The US economy has now fully reclaimed all the jobs lost during the COVID-19 pandemic.

While the jobs report is good news for the US economy, as it bucks the idea that a recession is imminent, it also puts pressure on the Federal Reserve to continue with its aggressive interest rate hikes as it attempts to tame inflation. The Fed's next FOMC meeting where it will determine what to do with interest rates is in late September.

Here's where US indexes stood at the 4:00 p.m. ET close on Friday:

The July jobs report also showed a better-than-expected gain in average hourly earnings, with a 0.5% increase to $32.17, ahead of estimates for a gain of just 0.3%.

Also putting pressure on stocks was the Democrats' Inflation Reduction Act, which seems to now have full support of all 50 Senate Democrats needed to pass the reconciliation bill.

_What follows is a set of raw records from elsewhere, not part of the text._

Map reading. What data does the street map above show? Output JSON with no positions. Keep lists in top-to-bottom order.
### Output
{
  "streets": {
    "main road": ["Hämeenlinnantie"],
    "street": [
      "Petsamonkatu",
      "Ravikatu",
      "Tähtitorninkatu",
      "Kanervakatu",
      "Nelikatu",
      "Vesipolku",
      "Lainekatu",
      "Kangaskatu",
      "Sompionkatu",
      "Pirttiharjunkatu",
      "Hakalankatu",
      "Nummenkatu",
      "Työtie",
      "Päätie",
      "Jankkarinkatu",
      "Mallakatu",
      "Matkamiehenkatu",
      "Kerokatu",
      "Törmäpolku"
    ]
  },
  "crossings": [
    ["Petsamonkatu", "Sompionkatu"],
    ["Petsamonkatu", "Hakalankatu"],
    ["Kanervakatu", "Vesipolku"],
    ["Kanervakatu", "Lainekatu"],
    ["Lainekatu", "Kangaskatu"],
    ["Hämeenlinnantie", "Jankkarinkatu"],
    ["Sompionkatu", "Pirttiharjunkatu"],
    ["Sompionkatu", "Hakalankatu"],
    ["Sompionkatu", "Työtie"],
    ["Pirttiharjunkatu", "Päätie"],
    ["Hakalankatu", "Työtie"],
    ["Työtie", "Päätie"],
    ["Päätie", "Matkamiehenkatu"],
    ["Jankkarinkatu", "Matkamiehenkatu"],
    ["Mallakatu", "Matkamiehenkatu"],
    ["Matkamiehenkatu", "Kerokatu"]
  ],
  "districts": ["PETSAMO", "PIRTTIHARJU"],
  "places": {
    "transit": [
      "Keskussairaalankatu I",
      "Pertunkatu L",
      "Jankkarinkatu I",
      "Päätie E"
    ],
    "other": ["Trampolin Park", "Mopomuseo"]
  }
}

The agreement made Thursday evening between Krysten Sinema and Chuck Schumer scraps the closing of the carried interest tax break, and instead imposes a 1% excise tax on stock buybacks.

Corporate stock buyback programs have long been seen as a big source of demand for US equities, and JPMorgan estimated earlier this year that stock buyback programs would hit a record $1 trillion in 2022. A 1% tax may not be high enough to fully deter the practice, as dividends get taxed at a higher rate, but it could ultimately reduce demand for stocks. 

European gas prices are on track to rise for the third consecutive week as Russia continues to threaten cutoffs in its supply. Meanwhile, Russia has taken the second top spot in exporting oil to India as it sells the commodity at a discounted price. 

Another obscure China-based stock saw head-spinning gains on Friday, with Magic Empire surging more than 5,000% in its IPO debut. The financial services company saw its market value peak at near $5 billion on Friday, despite it generating only $2 million in annual revenue last year.

West Texas Intermediate crude oil fell 0.35% to $88.23 per barrel. Brent crude, oil's international benchmark, rose 0.07% to $94.19. 

Bitcoin fell 1.07% to $22,933. Ether prices rose 1.22% to $1,681.

Gold fell 0.88% to $1,790.80 per ounce. The yield on the 10-year Treasury rose 14 basis points to 2.84%.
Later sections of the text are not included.